*TASK DETAILS:* Return each line of the records below that contains the word "Output".

>>>

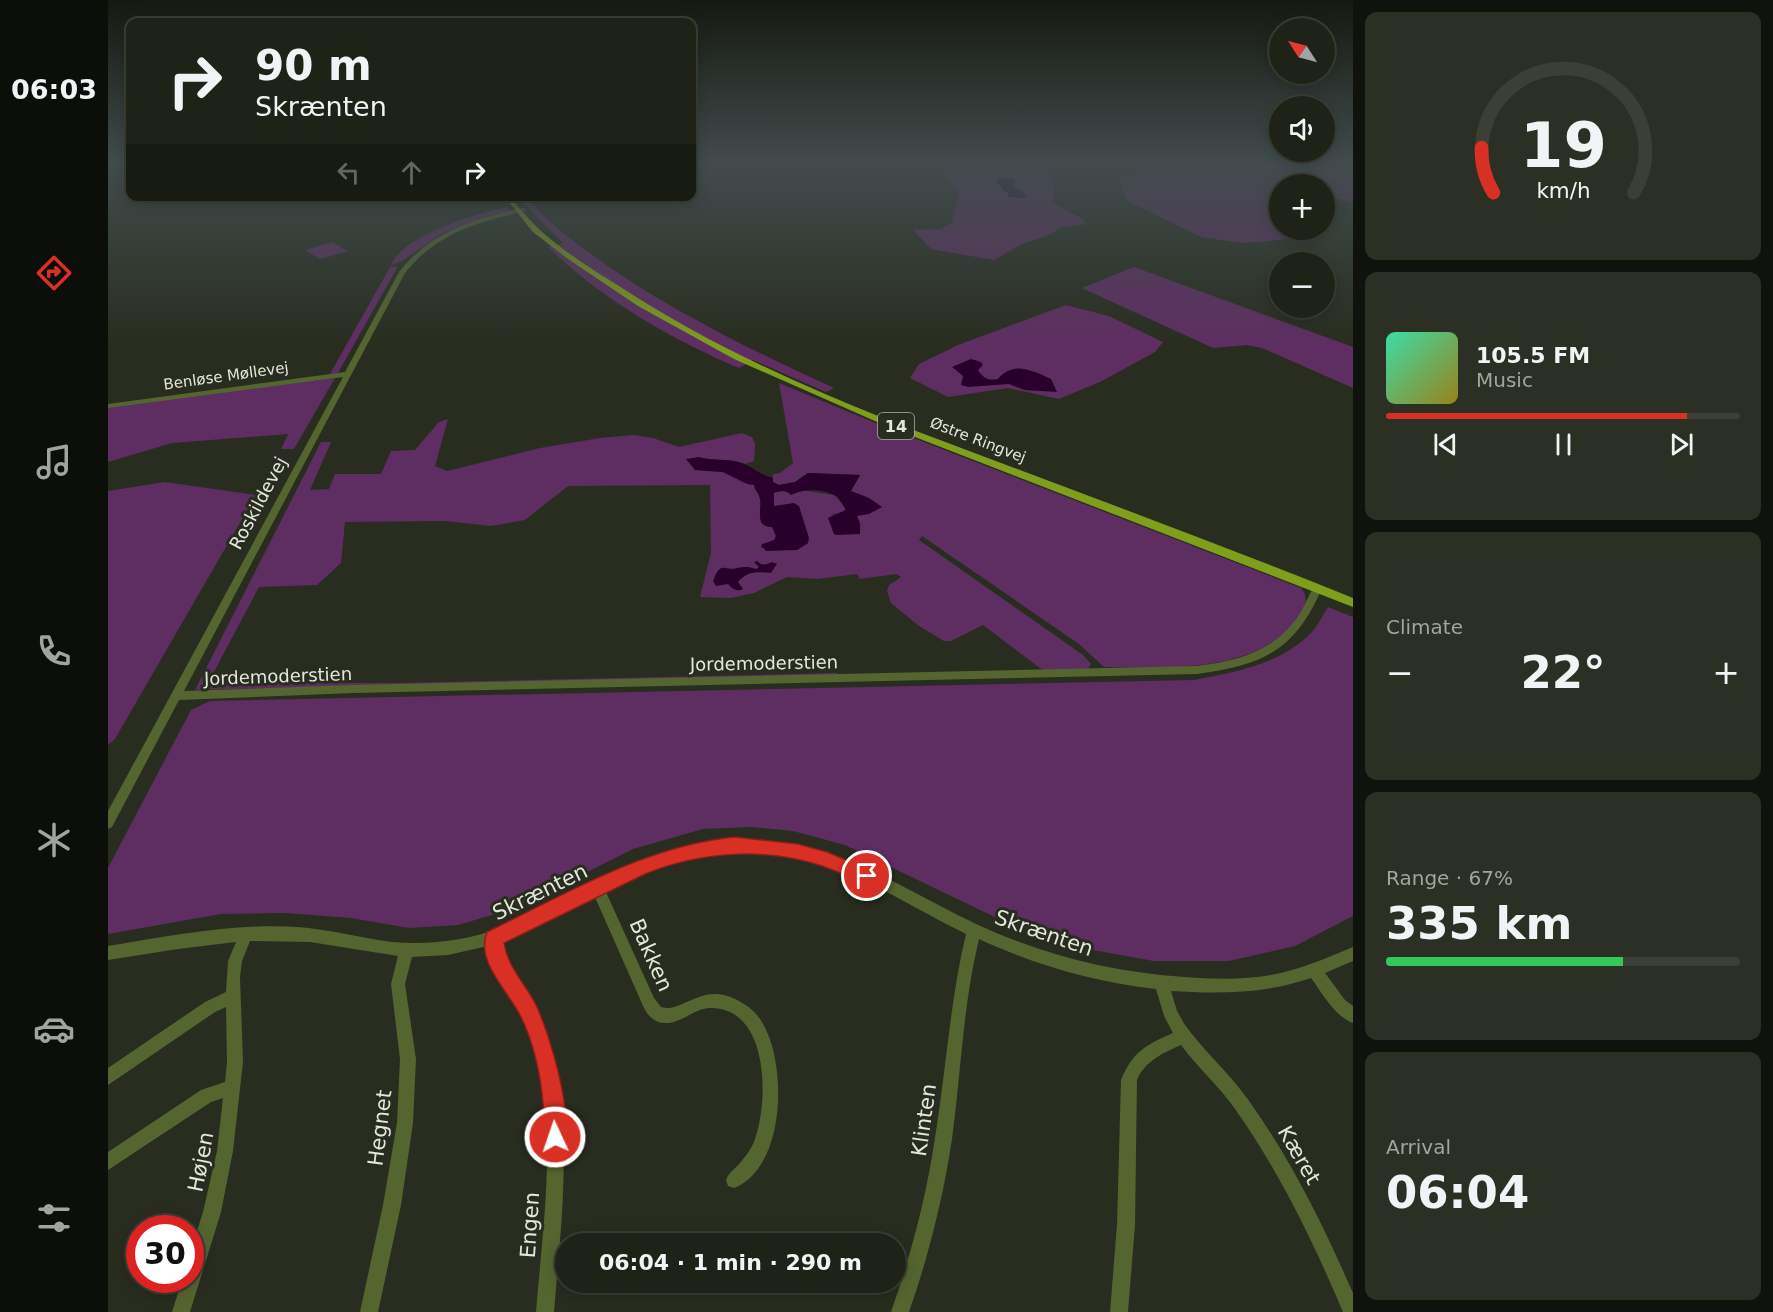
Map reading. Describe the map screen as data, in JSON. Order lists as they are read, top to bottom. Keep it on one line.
{"streets":{"main road":["14","Østre Ringvej"],"street":["Benløse Møllevej","Roskildevej","Jordemoderstien","Skrænten","Bakken","Klinten","Hegnet","Kæret","Højen","Engen"]},"crossings":[["Benløse Møllevej","Roskildevej"],["Østre Ringvej","Jordemoderstien"],["Roskildevej","Jordemoderstien"],["Skrænten","Bakken"],["Skrænten","Klinten"],["Skrænten","Hegnet"],["Skrænten","Kæret"],["Skrænten","Højen"],["Skrænten","Engen"]],"north":"top left","page":{"tabs":"06:03","map_buttons":["+","−"],"turn":["90 m","Skrænten"],"song":["105.5 FM","Music"],"tile":["Climate",["Range · 67%","335 km"],["Arrival","06:04"]],"heat":["−","22°","+"],"limit":"30","trip":"06:04 · 1 min · 290 m","gauge":["19","km/h"]}}
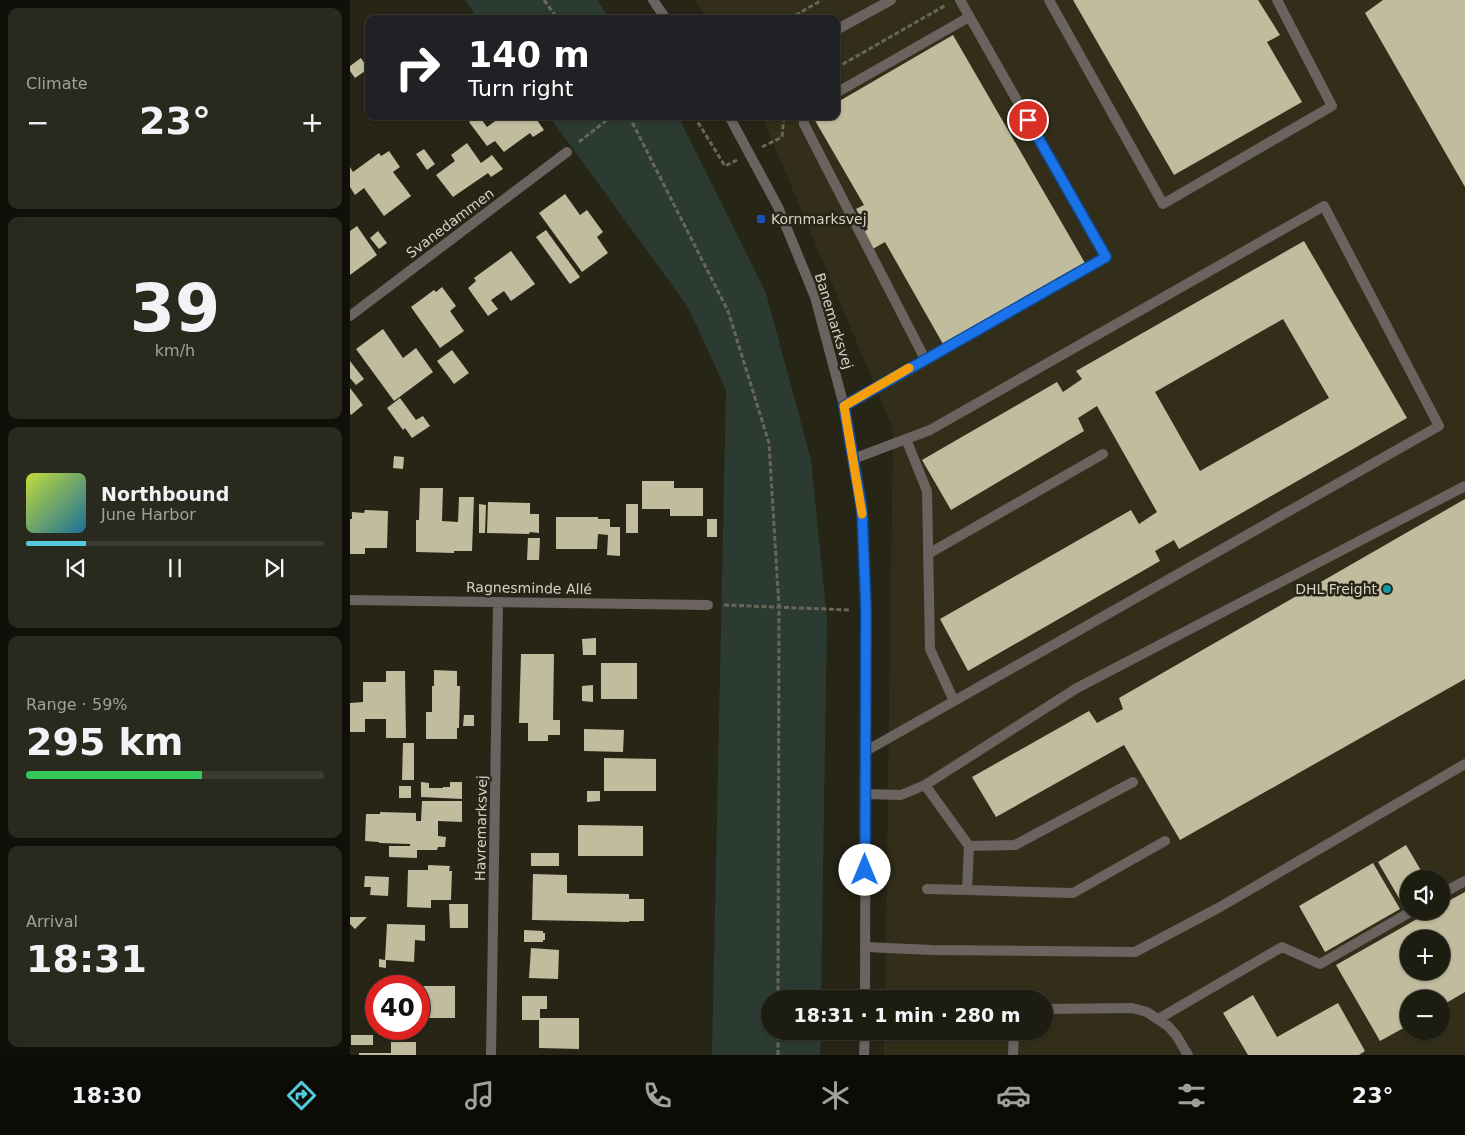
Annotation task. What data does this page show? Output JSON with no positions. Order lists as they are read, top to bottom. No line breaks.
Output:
{"streets":{"street":["Svanedammen","Banemarksvej","Ragnesminde Allé","Havremarksvej"]},"crossings":[["Ragnesminde Allé","Havremarksvej"]],"places":{"transit":["Kornmarksvej"],"other":["DHL Freight"]},"page":{"tile":["Climate",["39","km/h"],["Range · 59%","295 km"],["Arrival","18:31"]],"turn":["140 m","Turn right"],"heat":["−","23°","+"],"song":["Northbound","June Harbor"],"map_buttons":["+","−"],"limit":"40","trip":"18:31 · 1 min · 280 m","tabs":["18:30","23°"]}}
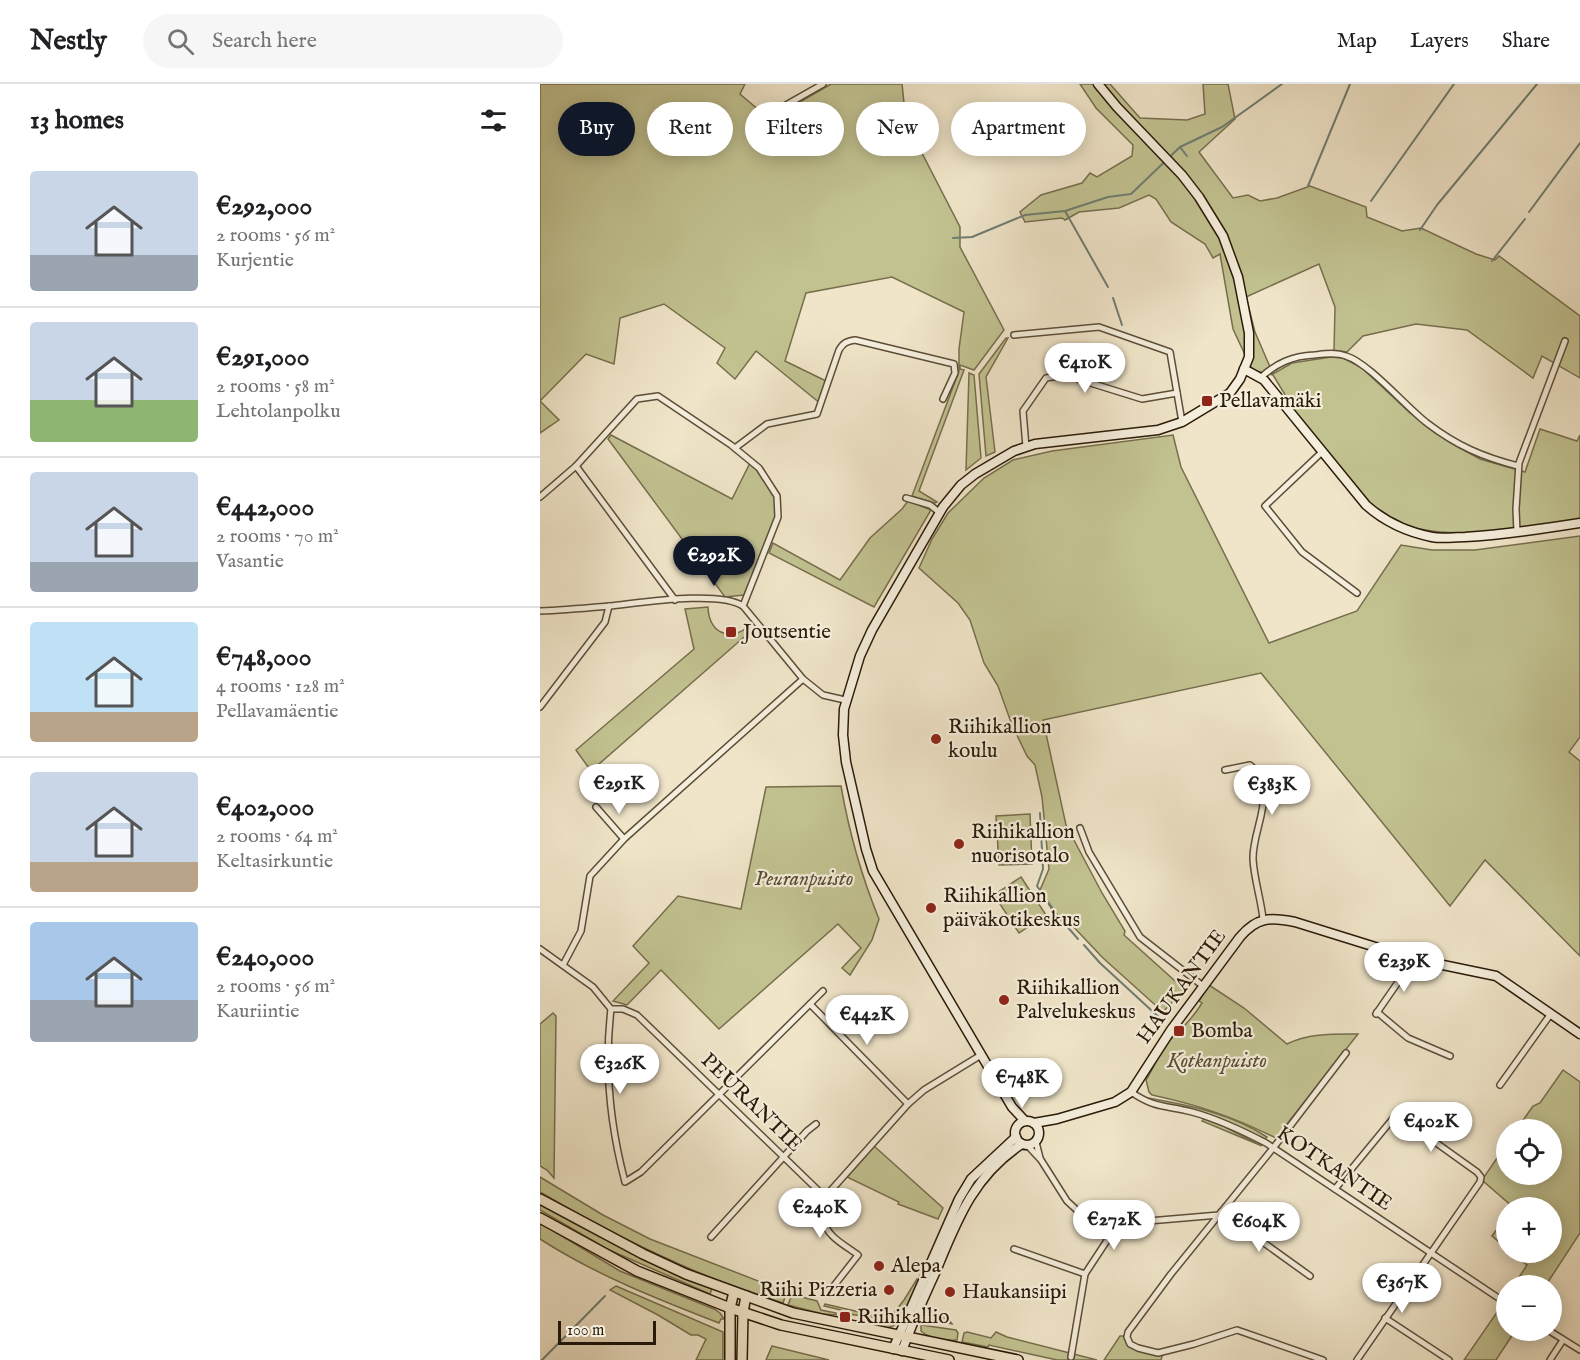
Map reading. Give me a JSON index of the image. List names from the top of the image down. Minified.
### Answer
{"streets":{"street":["HAUKANTIE","PEURANTIE","KOTKANTIE"]},"crossings":[["HAUKANTIE","KOTKANTIE"]],"parks":["Peuranpuisto","Kotkanpuisto"],"places":{"transit":["Pellavamäki","Joutsentie","Bomba","Riihikallio"],"other":["Riihikallion koulu","Riihikallion nuorisotalo","Riihikallion päiväkotikeskus","Riihikallion Palvelukeskus","Alepa","Riihi Pizzeria","Haukansiipi"]},"scale_bar":"100 m","page":{"header":"Nestly","search":"Search here","nav":["Map","Layers","Share"],"heading":"13 homes","chip":["Buy","Rent","Filters","New","Apartment"],"list":[{"name":"€292,000","note":"2 rooms · 56 m² · Kurjentie"},{"name":"€291,000","note":"2 rooms · 58 m² · Lehtolanpolku"},{"name":"€442,000","note":"2 rooms · 70 m² · Vasantie"},{"name":"€748,000","note":"4 rooms · 128 m² · Pellavamäentie"},{"name":"€402,000","note":"2 rooms · 64 m² · Keltasirkuntie"},{"name":"€240,000","note":"2 rooms · 56 m² · Kauriintie"}],"price":["€410K","€292K","€291K","€383K","€239K","€442K","€326K","€748K","€402K","€240K","€272K","€604K","€367K"],"map_buttons":["+","−"],"scale":"100 m"}}
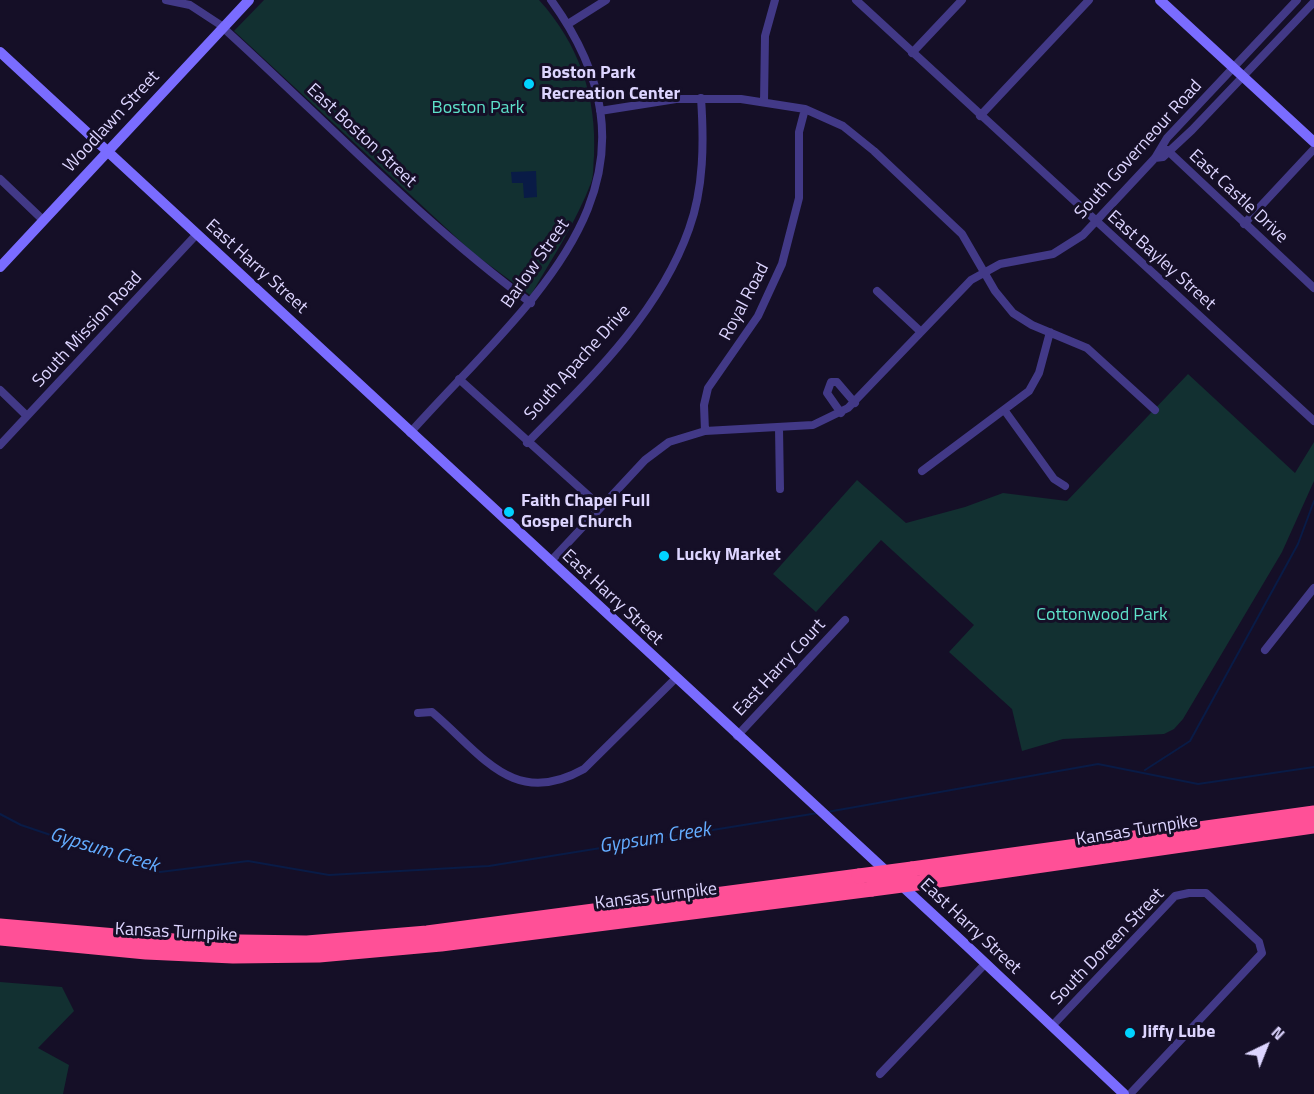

<<<

*ANSWER FOR THIS EXERCISE:*
Annotation task. What data does this page show? Output JSON with no positions. Order lists as they are read, top to bottom. No line breaks.
Output:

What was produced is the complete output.